Un phénomène en forte accélération
Les faits divers en France liés aux cryptomonnaies ne ciblent pas uniquement des profils spécialisés. Si les victimes sont « principalement des acteurs institutionnels ou des personnes possédant des cryptomonnaies », les malfaiteurs commettent parfois des erreurs de cible. Les commanditaires sont souvent basés à l'étranger, et le nom des victimes n'est parfois révélé qu'au dernier moment aux hommes de main, selon Philippe Chadrys.
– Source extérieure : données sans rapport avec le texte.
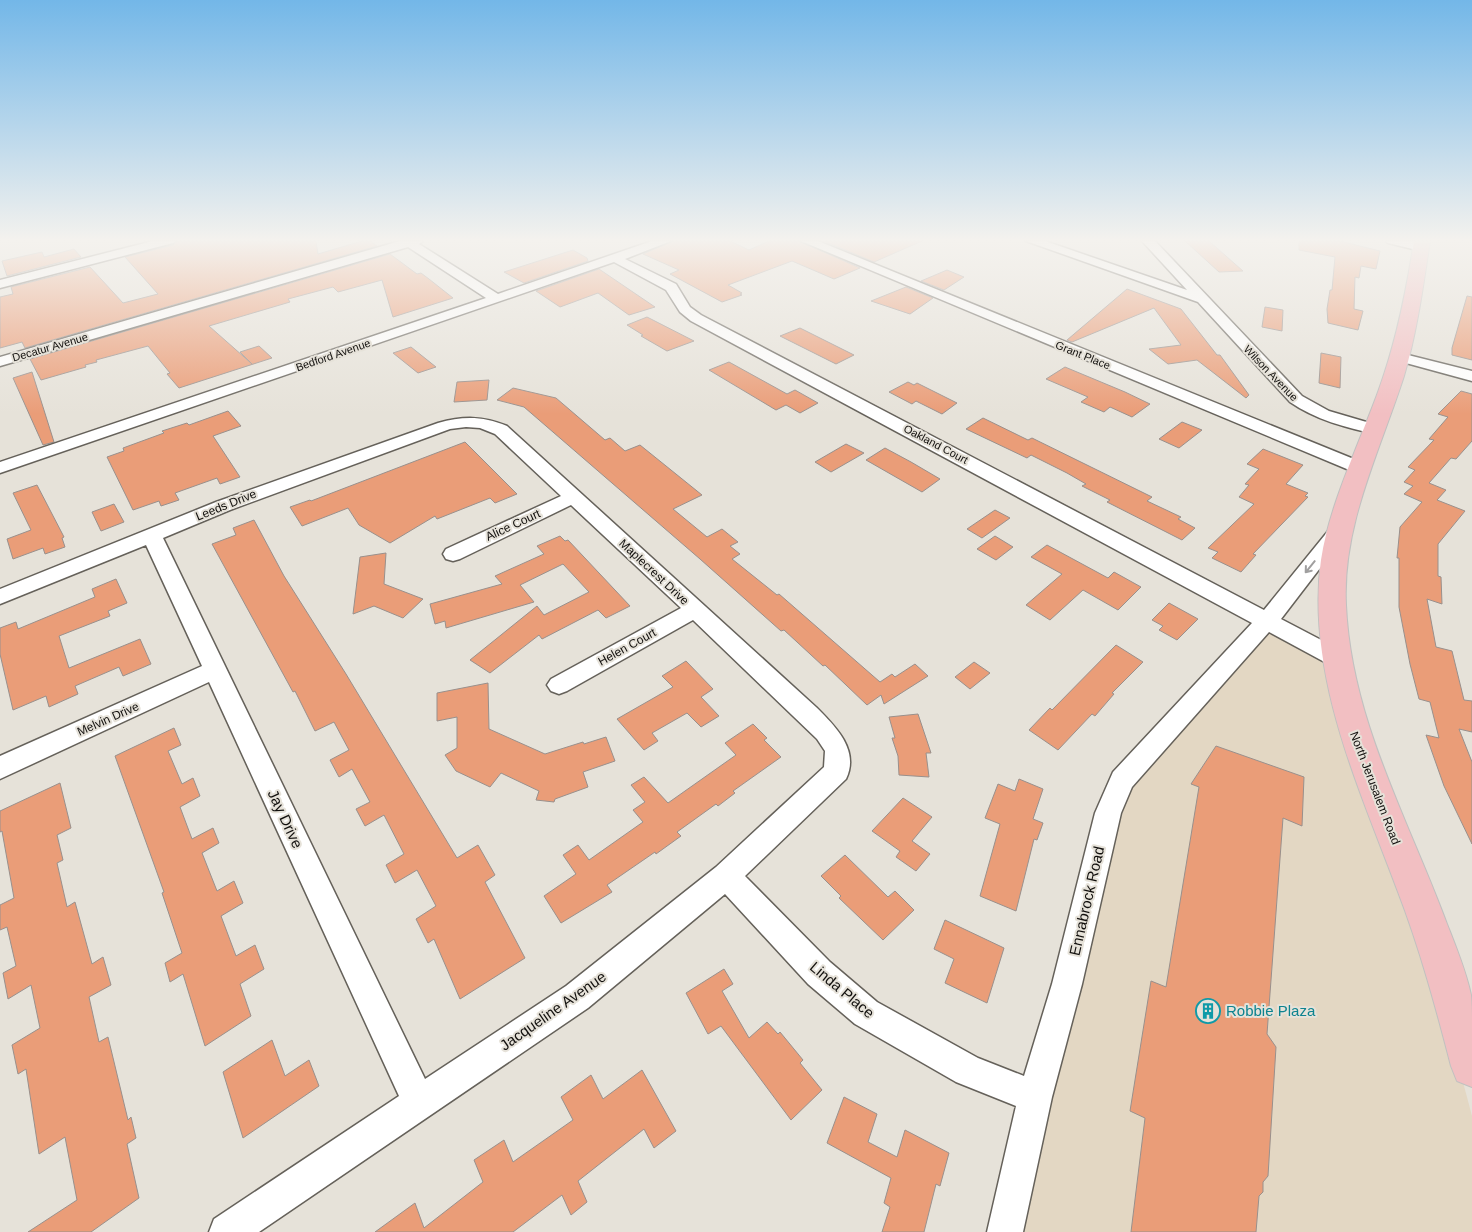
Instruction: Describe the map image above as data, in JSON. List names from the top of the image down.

Des affaires récentes emblématiques
Lundi 13 avril, une femme et son fils de 11 ans ont été enlevés en Bourgogne. Une rançon en cryptomonnaies avait été exigée. Grâce à la mobilisation d'une centaine de gendarmes, les deux victimes ont été libérées dès le lendemain, mardi 14 avril, en région parisienne. Sept hommes ont été placés en garde à vue.
Vendredi 10 avril à Anglet, cinq individus ont séquestré et ligoté six membres d'une même famille, dont deux mineurs, à la recherche d'un détenteur de cryptomonnaies qui s'avérait être l'ancien propriétaire du logement. Les malfaiteurs ont volé bijoux et argent liquide avant de prendre la fuite. Quatre suspects ont été interpellés le même jour à Paris et dans la région bordelaise, en possession d'une partie du butin. Six personnes au total ont été mises en examen dans deux dossiers distincts, dont une affaire similaire survenue fin mars près de Toulouse.
Dans ce second dossier toulousain, une femme approchée par un faux livreur avait été agressée et séquestrée à son domicile par quatre individus armés. Les malfaiteurs étaient parvenus à lui soutirer des cryptoactifs et à voler ses bijoux avant d'être interpellés à Aubagne. Ces deux enquêtes sont menées sous la direction du parquet de Bordeaux.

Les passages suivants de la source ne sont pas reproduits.